(Beginning of MATERIAL PROVIDED)

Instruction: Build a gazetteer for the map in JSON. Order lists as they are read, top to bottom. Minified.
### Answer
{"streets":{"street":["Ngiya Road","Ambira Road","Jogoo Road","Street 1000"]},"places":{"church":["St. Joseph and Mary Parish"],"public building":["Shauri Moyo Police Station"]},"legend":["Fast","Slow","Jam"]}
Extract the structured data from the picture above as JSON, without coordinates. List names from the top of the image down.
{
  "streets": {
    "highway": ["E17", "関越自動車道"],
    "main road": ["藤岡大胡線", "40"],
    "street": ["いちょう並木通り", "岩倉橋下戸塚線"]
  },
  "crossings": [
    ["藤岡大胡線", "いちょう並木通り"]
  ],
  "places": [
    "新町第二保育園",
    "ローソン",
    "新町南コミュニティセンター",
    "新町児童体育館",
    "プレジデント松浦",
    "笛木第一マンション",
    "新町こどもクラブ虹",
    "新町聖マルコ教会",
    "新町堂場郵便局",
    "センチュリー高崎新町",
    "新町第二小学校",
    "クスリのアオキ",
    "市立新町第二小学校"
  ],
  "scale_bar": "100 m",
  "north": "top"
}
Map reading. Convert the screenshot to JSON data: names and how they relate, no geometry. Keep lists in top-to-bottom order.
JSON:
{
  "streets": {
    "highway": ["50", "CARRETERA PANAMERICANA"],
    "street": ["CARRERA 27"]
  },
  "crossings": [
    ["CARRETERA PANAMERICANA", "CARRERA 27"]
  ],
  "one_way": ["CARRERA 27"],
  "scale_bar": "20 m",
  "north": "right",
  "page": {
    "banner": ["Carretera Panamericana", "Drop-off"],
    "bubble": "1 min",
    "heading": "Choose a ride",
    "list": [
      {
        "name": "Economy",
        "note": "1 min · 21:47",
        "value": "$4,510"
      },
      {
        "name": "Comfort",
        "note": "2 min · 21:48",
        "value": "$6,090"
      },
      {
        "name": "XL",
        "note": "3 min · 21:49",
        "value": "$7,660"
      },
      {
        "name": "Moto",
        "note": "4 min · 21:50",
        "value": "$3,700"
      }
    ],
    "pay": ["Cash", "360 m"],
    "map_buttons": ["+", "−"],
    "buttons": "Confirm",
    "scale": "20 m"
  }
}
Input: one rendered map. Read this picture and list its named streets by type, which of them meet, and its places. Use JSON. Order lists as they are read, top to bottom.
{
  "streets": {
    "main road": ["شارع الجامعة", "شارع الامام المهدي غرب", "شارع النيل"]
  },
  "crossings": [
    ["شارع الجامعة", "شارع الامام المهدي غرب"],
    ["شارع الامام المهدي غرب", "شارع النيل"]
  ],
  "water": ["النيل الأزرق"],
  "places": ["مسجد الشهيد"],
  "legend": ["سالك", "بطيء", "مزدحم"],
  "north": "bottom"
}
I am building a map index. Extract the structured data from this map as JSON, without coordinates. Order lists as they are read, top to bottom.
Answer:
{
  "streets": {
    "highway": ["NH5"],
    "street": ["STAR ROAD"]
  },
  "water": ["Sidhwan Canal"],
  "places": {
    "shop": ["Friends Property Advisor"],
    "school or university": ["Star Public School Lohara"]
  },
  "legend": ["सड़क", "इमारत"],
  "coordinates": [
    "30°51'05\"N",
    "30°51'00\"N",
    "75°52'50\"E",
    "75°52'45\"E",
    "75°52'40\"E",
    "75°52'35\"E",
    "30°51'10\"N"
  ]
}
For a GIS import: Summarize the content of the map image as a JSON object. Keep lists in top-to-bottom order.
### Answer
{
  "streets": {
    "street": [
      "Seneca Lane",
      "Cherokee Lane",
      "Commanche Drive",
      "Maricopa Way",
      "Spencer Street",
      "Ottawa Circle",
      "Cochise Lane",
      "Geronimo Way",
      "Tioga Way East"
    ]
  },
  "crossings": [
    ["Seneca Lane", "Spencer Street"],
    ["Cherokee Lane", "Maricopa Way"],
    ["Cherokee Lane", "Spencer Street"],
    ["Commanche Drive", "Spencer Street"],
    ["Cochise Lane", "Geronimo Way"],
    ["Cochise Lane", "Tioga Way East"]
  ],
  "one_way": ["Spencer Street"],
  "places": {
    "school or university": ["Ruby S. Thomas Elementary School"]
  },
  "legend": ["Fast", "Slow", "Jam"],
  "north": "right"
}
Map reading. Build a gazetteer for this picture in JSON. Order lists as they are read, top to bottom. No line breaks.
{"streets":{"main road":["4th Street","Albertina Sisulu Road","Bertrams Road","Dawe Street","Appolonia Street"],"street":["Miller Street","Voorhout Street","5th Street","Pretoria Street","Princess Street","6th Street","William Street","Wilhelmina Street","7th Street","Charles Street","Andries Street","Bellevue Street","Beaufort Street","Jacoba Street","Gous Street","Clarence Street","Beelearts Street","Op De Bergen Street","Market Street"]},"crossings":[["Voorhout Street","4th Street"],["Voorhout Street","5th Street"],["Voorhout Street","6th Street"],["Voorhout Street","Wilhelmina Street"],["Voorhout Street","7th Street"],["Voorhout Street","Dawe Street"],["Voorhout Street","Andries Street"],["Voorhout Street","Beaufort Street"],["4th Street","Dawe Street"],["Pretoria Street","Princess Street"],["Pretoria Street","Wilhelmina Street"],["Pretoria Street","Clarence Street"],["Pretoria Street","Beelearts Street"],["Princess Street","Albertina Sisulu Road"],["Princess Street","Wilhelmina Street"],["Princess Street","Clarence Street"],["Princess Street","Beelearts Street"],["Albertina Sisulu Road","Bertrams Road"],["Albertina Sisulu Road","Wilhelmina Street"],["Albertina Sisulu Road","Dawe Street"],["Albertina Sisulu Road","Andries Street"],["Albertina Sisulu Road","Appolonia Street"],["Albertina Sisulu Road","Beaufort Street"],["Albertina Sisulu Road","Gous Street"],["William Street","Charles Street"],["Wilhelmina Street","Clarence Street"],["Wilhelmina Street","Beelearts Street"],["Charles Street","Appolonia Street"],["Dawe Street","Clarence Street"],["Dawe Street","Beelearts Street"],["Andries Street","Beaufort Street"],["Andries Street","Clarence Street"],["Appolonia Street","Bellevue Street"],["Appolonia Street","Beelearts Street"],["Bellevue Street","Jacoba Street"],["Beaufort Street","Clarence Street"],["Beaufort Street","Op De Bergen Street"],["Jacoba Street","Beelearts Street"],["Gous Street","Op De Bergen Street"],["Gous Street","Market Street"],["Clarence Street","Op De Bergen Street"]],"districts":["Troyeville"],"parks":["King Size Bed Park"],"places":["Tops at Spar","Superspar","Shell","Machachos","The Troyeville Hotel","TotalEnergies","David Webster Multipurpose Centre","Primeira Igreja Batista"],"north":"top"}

(End of MATERIAL PROVIDED)

• _GOAL OF THE EXERCISE_
Each line above is to be restated exactly as it stands.

• _ANSWER FOR THIS EXERCISE_
Instruction: Build a gazetteer for the map in JSON. Order lists as they are read, top to bottom. Minified.
### Answer
{"streets":{"street":["Ngiya Road","Ambira Road","Jogoo Road","Street 1000"]},"places":{"church":["St. Joseph and Mary Parish"],"public building":["Shauri Moyo Police Station"]},"legend":["Fast","Slow","Jam"]}
Extract the structured data from the picture above as JSON, without coordinates. List names from the top of the image down.
{
  "streets": {
    "highway": ["E17", "関越自動車道"],
    "main road": ["藤岡大胡線", "40"],
    "street": ["いちょう並木通り", "岩倉橋下戸塚線"]
  },
  "crossings": [
    ["藤岡大胡線", "いちょう並木通り"]
  ],
  "places": [
    "新町第二保育園",
    "ローソン",
    "新町南コミュニティセンター",
    "新町児童体育館",
    "プレジデント松浦",
    "笛木第一マンション",
    "新町こどもクラブ虹",
    "新町聖マルコ教会",
    "新町堂場郵便局",
    "センチュリー高崎新町",
    "新町第二小学校",
    "クスリのアオキ",
    "市立新町第二小学校"
  ],
  "scale_bar": "100 m",
  "north": "top"
}
Map reading. Convert the screenshot to JSON data: names and how they relate, no geometry. Keep lists in top-to-bottom order.
JSON:
{
  "streets": {
    "highway": ["50", "CARRETERA PANAMERICANA"],
    "street": ["CARRERA 27"]
  },
  "crossings": [
    ["CARRETERA PANAMERICANA", "CARRERA 27"]
  ],
  "one_way": ["CARRERA 27"],
  "scale_bar": "20 m",
  "north": "right",
  "page": {
    "banner": ["Carretera Panamericana", "Drop-off"],
    "bubble": "1 min",
    "heading": "Choose a ride",
    "list": [
      {
        "name": "Economy",
        "note": "1 min · 21:47",
        "value": "$4,510"
      },
      {
        "name": "Comfort",
        "note": "2 min · 21:48",
        "value": "$6,090"
      },
      {
        "name": "XL",
        "note": "3 min · 21:49",
        "value": "$7,660"
      },
      {
        "name": "Moto",
        "note": "4 min · 21:50",
        "value": "$3,700"
      }
    ],
    "pay": ["Cash", "360 m"],
    "map_buttons": ["+", "−"],
    "buttons": "Confirm",
    "scale": "20 m"
  }
}
Input: one rendered map. Read this picture and list its named streets by type, which of them meet, and its places. Use JSON. Order lists as they are read, top to bottom.
{
  "streets": {
    "main road": ["شارع الجامعة", "شارع الامام المهدي غرب", "شارع النيل"]
  },
  "crossings": [
    ["شارع الجامعة", "شارع الامام المهدي غرب"],
    ["شارع الامام المهدي غرب", "شارع النيل"]
  ],
  "water": ["النيل الأزرق"],
  "places": ["مسجد الشهيد"],
  "legend": ["سالك", "بطيء", "مزدحم"],
  "north": "bottom"
}
I am building a map index. Extract the structured data from this map as JSON, without coordinates. Order lists as they are read, top to bottom.
Answer:
{
  "streets": {
    "highway": ["NH5"],
    "street": ["STAR ROAD"]
  },
  "water": ["Sidhwan Canal"],
  "places": {
    "shop": ["Friends Property Advisor"],
    "school or university": ["Star Public School Lohara"]
  },
  "legend": ["सड़क", "इमारत"],
  "coordinates": [
    "30°51'05\"N",
    "30°51'00\"N",
    "75°52'50\"E",
    "75°52'45\"E",
    "75°52'40\"E",
    "75°52'35\"E",
    "30°51'10\"N"
  ]
}
For a GIS import: Summarize the content of the map image as a JSON object. Keep lists in top-to-bottom order.
### Answer
{
  "streets": {
    "street": [
      "Seneca Lane",
      "Cherokee Lane",
      "Commanche Drive",
      "Maricopa Way",
      "Spencer Street",
      "Ottawa Circle",
      "Cochise Lane",
      "Geronimo Way",
      "Tioga Way East"
    ]
  },
  "crossings": [
    ["Seneca Lane", "Spencer Street"],
    ["Cherokee Lane", "Maricopa Way"],
    ["Cherokee Lane", "Spencer Street"],
    ["Commanche Drive", "Spencer Street"],
    ["Cochise Lane", "Geronimo Way"],
    ["Cochise Lane", "Tioga Way East"]
  ],
  "one_way": ["Spencer Street"],
  "places": {
    "school or university": ["Ruby S. Thomas Elementary School"]
  },
  "legend": ["Fast", "Slow", "Jam"],
  "north": "right"
}
Map reading. Build a gazetteer for this picture in JSON. Order lists as they are read, top to bottom. No line breaks.
{"streets":{"main road":["4th Street","Albertina Sisulu Road","Bertrams Road","Dawe Street","Appolonia Street"],"street":["Miller Street","Voorhout Street","5th Street","Pretoria Street","Princess Street","6th Street","William Street","Wilhelmina Street","7th Street","Charles Street","Andries Street","Bellevue Street","Beaufort Street","Jacoba Street","Gous Street","Clarence Street","Beelearts Street","Op De Bergen Street","Market Street"]},"crossings":[["Voorhout Street","4th Street"],["Voorhout Street","5th Street"],["Voorhout Street","6th Street"],["Voorhout Street","Wilhelmina Street"],["Voorhout Street","7th Street"],["Voorhout Street","Dawe Street"],["Voorhout Street","Andries Street"],["Voorhout Street","Beaufort Street"],["4th Street","Dawe Street"],["Pretoria Street","Princess Street"],["Pretoria Street","Wilhelmina Street"],["Pretoria Street","Clarence Street"],["Pretoria Street","Beelearts Street"],["Princess Street","Albertina Sisulu Road"],["Princess Street","Wilhelmina Street"],["Princess Street","Clarence Street"],["Princess Street","Beelearts Street"],["Albertina Sisulu Road","Bertrams Road"],["Albertina Sisulu Road","Wilhelmina Street"],["Albertina Sisulu Road","Dawe Street"],["Albertina Sisulu Road","Andries Street"],["Albertina Sisulu Road","Appolonia Street"],["Albertina Sisulu Road","Beaufort Street"],["Albertina Sisulu Road","Gous Street"],["William Street","Charles Street"],["Wilhelmina Street","Clarence Street"],["Wilhelmina Street","Beelearts Street"],["Charles Street","Appolonia Street"],["Dawe Street","Clarence Street"],["Dawe Street","Beelearts Street"],["Andries Street","Beaufort Street"],["Andries Street","Clarence Street"],["Appolonia Street","Bellevue Street"],["Appolonia Street","Beelearts Street"],["Bellevue Street","Jacoba Street"],["Beaufort Street","Clarence Street"],["Beaufort Street","Op De Bergen Street"],["Jacoba Street","Beelearts Street"],["Gous Street","Op De Bergen Street"],["Gous Street","Market Street"],["Clarence Street","Op De Bergen Street"]],"districts":["Troyeville"],"parks":["King Size Bed Park"],"places":["Tops at Spar","Superspar","Shell","Machachos","The Troyeville Hotel","TotalEnergies","David Webster Multipurpose Centre","Primeira Igreja Batista"],"north":"top"}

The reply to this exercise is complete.